The bill and talons of vultures such as other birds of prey, are well adapted for feeding on prey or scavenging on the remains of carcasses. Typically the bill is hooked and sharp. However, for vultures it is not generally used for killing, but for tearing flesh. Most birds of prey kill prey to eat, but many also scavenge on carrion (dead animals) when they find it. Vultures scavenge almost entirely on carrion. They have sharp, sturdy bills for slicing through hides and tearing at meat and sinews. Some of vultures have bared heads, and often their necks, naked of feathers to prevent them from becoming caked with blood. Their feet also are broad for walking, but weak and with flat claws, because they do not need them to kill. Vultures are noted for their high, soaring flight on long, broad wings. They ride on thermals- warm air currents rising from the ground. They can spot carrion many kilometers away with their excellent eyesight. Egyptian Vultures can use stones in their beaks to crack the hard shell of an egg. It might be smaller than other vultures, but it seems more intelligent. It is the only tool-user among birds of prey. Ostrich eggs are among its favorite food.

Specific characters

Egyptian vultures sometimes stand face to face on the ground in an elaborate courtship display. In addition to their ground- based display, the pair also perform spectacular aerial displays. They fly, climb and dive close together, often presenting their talons to each other. Egyptian Vultures can hide in thorny trees. Parents feed the chick on regurgitated liquids. Later, they regurgitate rodents, insects and snakes into the nest for the chick to eat. The chick is fully feathered in five weeks and stays in the nest for about a month longer.
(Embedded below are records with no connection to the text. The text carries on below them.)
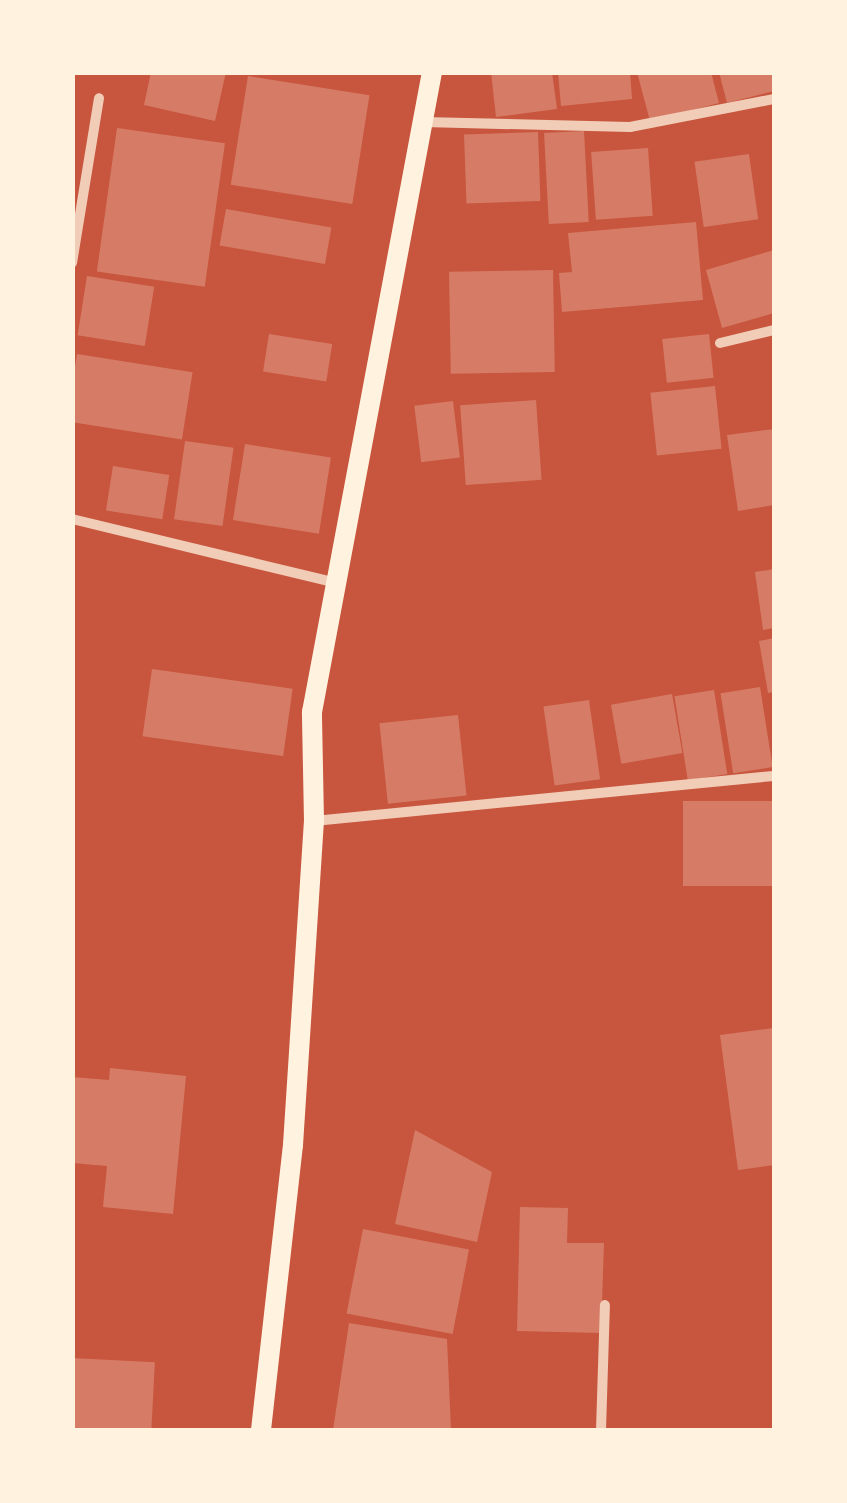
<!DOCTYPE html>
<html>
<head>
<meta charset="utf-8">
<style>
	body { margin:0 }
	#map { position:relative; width:847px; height:1503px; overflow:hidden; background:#c8553d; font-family:"PT Sans",sans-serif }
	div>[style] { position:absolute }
	.building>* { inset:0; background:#d67c66; transform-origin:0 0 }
	.minor>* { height:10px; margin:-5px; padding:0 5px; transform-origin:5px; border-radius:5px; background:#f1ccb7 }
	.secondary>* { height:20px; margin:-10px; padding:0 10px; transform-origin:10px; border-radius:10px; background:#fff3e0 }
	span { translate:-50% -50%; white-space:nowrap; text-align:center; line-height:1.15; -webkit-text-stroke:8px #fff3e0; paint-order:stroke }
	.frame { position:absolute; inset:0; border:75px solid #fff3e0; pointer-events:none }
</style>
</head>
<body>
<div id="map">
	<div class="building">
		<div style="clip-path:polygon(151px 72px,226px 72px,215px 121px,144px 105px)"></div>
		<div style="clip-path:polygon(491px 72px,552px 72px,557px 109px,496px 117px)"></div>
		<div style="clip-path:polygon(558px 72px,630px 72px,632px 99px,561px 106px)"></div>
		<div style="clip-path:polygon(637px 72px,711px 72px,719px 103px,650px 121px)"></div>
		<div style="clip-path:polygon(719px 72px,774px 72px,774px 91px,727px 103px)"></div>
		<div style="left:248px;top:76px;width:123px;height:110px;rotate:9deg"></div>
		<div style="left:117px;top:128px;width:109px;height:145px;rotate:8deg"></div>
		<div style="left:584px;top:131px;width:91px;height:40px;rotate:87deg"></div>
		<div style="left:538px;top:132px;width:69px;height:74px;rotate:88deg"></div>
		<div style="left:648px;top:148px;width:68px;height:57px;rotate:86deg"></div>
		<div style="left:749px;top:154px;width:66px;height:55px;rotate:82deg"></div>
		<div style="left:226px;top:209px;width:107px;height:37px;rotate:10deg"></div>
		<div style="clip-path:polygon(696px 222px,703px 300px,562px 312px,559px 273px,572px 272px,568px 233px)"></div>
		<div style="clip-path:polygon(774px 250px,774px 313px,722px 328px,706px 270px)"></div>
		<div style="left:553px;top:270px;width:102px;height:104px;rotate:89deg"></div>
		<div style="left:87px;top:276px;width:68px;height:60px;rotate:9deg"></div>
		<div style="left:269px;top:334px;width:64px;height:38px;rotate:9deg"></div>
		<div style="left:709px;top:334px;width:44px;height:47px;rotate:84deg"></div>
		<div style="left:77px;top:354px;width:117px;height:68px;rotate:9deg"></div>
		<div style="left:715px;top:386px;width:63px;height:65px;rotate:84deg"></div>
		<div style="left:536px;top:400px;width:80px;height:76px;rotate:86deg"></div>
		<div style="left:453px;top:401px;width:57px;height:39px;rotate:83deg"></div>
		<div style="clip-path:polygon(774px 429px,774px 505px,738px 511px,727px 435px)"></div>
		<div style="left:185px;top:441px;width:49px;height:79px;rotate:8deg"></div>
		<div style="left:245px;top:444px;width:87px;height:77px;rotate:9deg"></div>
		<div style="left:113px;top:466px;width:57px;height:45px;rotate:9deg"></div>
		<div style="clip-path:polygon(774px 569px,774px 628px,763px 630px,755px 572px)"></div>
		<div style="clip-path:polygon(774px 638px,774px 692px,768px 693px,759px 641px)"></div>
		<div style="left:152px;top:669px;width:142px;height:68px;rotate:8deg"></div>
		<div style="left:760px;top:687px;width:81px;height:40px;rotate:81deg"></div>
		<div style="left:714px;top:690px;width:85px;height:40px;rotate:81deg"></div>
		<div style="left:672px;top:694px;width:60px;height:62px;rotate:80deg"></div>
		<div style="left:589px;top:700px;width:80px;height:46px;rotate:82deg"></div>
		<div style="left:458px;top:715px;width:81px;height:79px;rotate:84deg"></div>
		<div style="left:774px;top:801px;width:85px;height:91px;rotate:90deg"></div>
		<div style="clip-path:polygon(774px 1028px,774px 1165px,738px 1170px,720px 1035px)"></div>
		<div style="clip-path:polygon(110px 1068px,186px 1076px,173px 1214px,103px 1207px,107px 1166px,72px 1163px,72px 1077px,109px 1080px)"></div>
		<div style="clip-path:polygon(415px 1130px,492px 1172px,477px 1242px,395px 1224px)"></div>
		<div style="clip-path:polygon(520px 1207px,568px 1208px,567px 1243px,604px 1243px,601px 1333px,517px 1331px)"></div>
		<div style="left:363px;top:1229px;width:108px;height:86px;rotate:11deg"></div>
		<div style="clip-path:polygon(349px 1323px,447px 1339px,451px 1430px,333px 1430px)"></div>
		<div style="left:72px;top:1358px;width:83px;height:72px;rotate:3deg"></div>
	</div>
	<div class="minor">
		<div style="left:423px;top:122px;width:207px;rotate:1.4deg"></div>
		<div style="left:630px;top:127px;width:147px;rotate:-11deg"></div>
		<div style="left:72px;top:263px;width:167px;rotate:-80.7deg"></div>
		<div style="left:720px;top:343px;width:56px;rotate:-13.5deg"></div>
		<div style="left:72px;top:519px;width:272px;rotate:13.6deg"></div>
		<div style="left:314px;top:821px;width:462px;rotate:-5.6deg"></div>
		<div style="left:601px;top:1430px;width:125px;rotate:-88.2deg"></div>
	</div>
	<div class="secondary">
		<div style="left:261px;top:1430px;width:287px;rotate:-83.6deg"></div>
		<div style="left:293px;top:1145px;width:325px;rotate:-86.3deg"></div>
		<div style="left:314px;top:821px;width:109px;rotate:-91.1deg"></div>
		<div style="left:312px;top:712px;width:651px;rotate:-79.38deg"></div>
	</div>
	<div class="frame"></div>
</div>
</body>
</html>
Egyptian Vulture usually appears unmistakable. It is relatively common and dispersed over most habitats, even deserts, but seen mostly in mountainous regions as well as at refuse tips and slaughter-sites. This species in Europe has decreased partly as result of rationalization of waste- disposal methods. It is omnivorous and its diet includes carrion, household waste, excrement, insects, eggs and young of birds. It usually migrates in smaller flocks.

Threats

Two subspecies, nominate percnopterus over most of species’ range, specially Ginginiannus of India smaller with all-yellow bill in adult. Population is declining over most of its European range, owing to improved hygienic standards and decreased supply of suitable carrion. Now fewer than 2000 pairs in Europe with another 1000-7000 in Turkey. This species in South Africa is regionally extinct.

Number of threats exist in its range e.g. disturbance, lead poisoning, direct and secondary poisoning, electrocution (by powerlines), collisions with wind turbines, reduced food availability and habitat change are currently impacting upon European populations. Some reports pointed to higher declines of juveniles because of higher rates of mortality. Overgrazing in their habitats by livestock considered as a main threat for them in many countries such as Iran. But as mentioned before, there is absolutely no conservation plan for them in our country.